Nigeria’s MEND claims responsibility for attack on Shell, Agip facilities

March 27, 2014 | Nigeria, Pipelines

The Movement for the Emancipation of the Niger Delta (MEND) operating  in the oil-rich Niger Delta region of Nigeria.

The Movement for the Emancipation of the Niger Delta (MEND) operating in the oil-rich Niger Delta region of Nigeria.

Port Harcourt, Nigeria – South -South Nigeria Niger Delta militia group, the Movement for the Emancipation of the Niger Delta (MEND) Thursday claimed responsibility for the attack on the oil facilities owned by the Shell Petroleum Development Company (SPDC) and the Nigerian Agip Oil Company (NAOC) in Delta and Bayelsa State.

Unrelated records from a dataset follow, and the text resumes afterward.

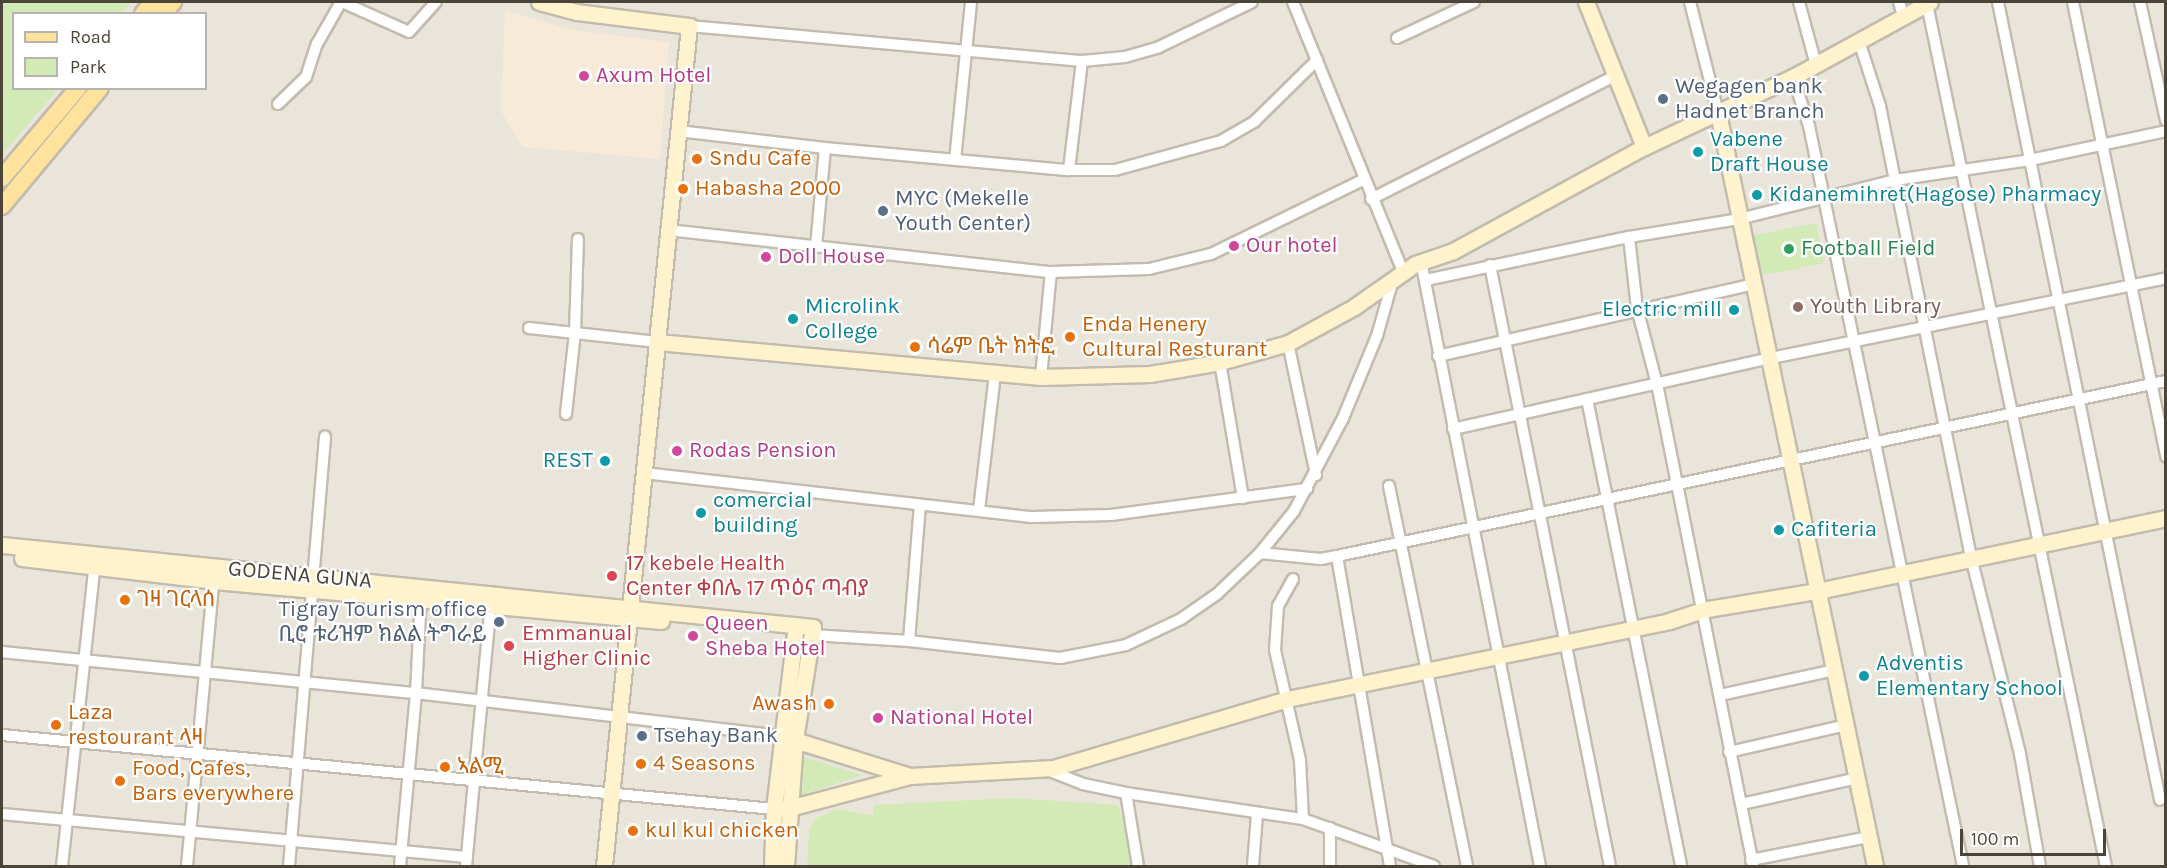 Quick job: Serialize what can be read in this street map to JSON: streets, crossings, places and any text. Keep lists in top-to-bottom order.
{
  "streets": {
    "street": ["GODENA GUNA"]
  },
  "places": [
    "Axum Hotel",
    "Wegagen bank Hadnet Branch",
    "Vabene Draft House",
    "Sndu Cafe",
    "Habasha 2000",
    "Kidanemihret(Hagose) Pharmacy",
    "MYC (Mekelle Youth Center)",
    "Our hotel",
    "Football Field",
    "Doll House",
    "Youth Library",
    "Electric mill",
    "Microlink College",
    "Enda Henery Cultural Resturant",
    "ሳሬም ቤት ክትፎ",
    "Rodas Pension",
    "REST",
    "comercial building",
    "Cafiteria",
    "17 kebele Health Center ቀበሌ 17 ጥዕና ጣብያ",
    "ገዛ ገርላሰ",
    "Tigray Tourism office ቢሮ ቱሪዝም ክልል ትግራይ",
    "Queen Sheba Hotel",
    "Emmanual Higher Clinic",
    "Adventis Elementary School",
    "Awash",
    "National Hotel",
    "Laza restourant ላዛ",
    "Tsehay Bank",
    "4 Seasons",
    "ኣልሚ",
    "Food, Cafes, Bars everywhere",
    "kul kul chicken"
  ],
  "legend": ["Road", "Park"],
  "scale_bar": "100 m"
}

The militia group MEND in a statement by its spokesman, Gbomo Jomo stated that “at about 0300Hrs today Thursday, March 27, 2014, scuba divers from the Movement for the Emancipation of the Niger Delta (MEND) revisited the Shell Forcados Sub-C pipeline in the Western Delta which we had sabotaged earlier on Saturday, March 01, 2014.”

“We were successful in causing further damage to the on-going repair works, inflicting the heaviest toll ever on the oil industry since the commencement of ‘Hurricane Exodus’. The Movement for the Emancipation of the Niger Delta (MEND) also takes responsibility for the Thursday, March 20, 2014 attack on the Agip crude oil and gas pipelines in Ikarama Oil Fields located in Bayelsa State.”

Nogtec  is still gathering more details from sources close to the militia group.

Meanwhile, Shell Nigeria this week declared “force majeure” on exports from its Forcados crude oil terminal that stopped operating on March 4 because of a leak in its undersea pipeline.

A Shell statement blamed thieves for the leak eight meters (26 feet) underwater in the Gulf of Guinea. This announcement of “superior force” effective from 9 a.m. (0800 GMT) Tuesday gives Nigeria’s biggest oil producer some legal protection against contractual obligations.

Shell did not say how much oil has not been exported because of the alleged sabotage. Forcados can handle 400,000 barrels of crude daily, more than a fifth of the 2.2 billion barrels produced in Nigeria.

The government says it loses about 200,000 barrels daily to oil thefts that had been limited to hacking into pipelines on land in the southern Niger Delta.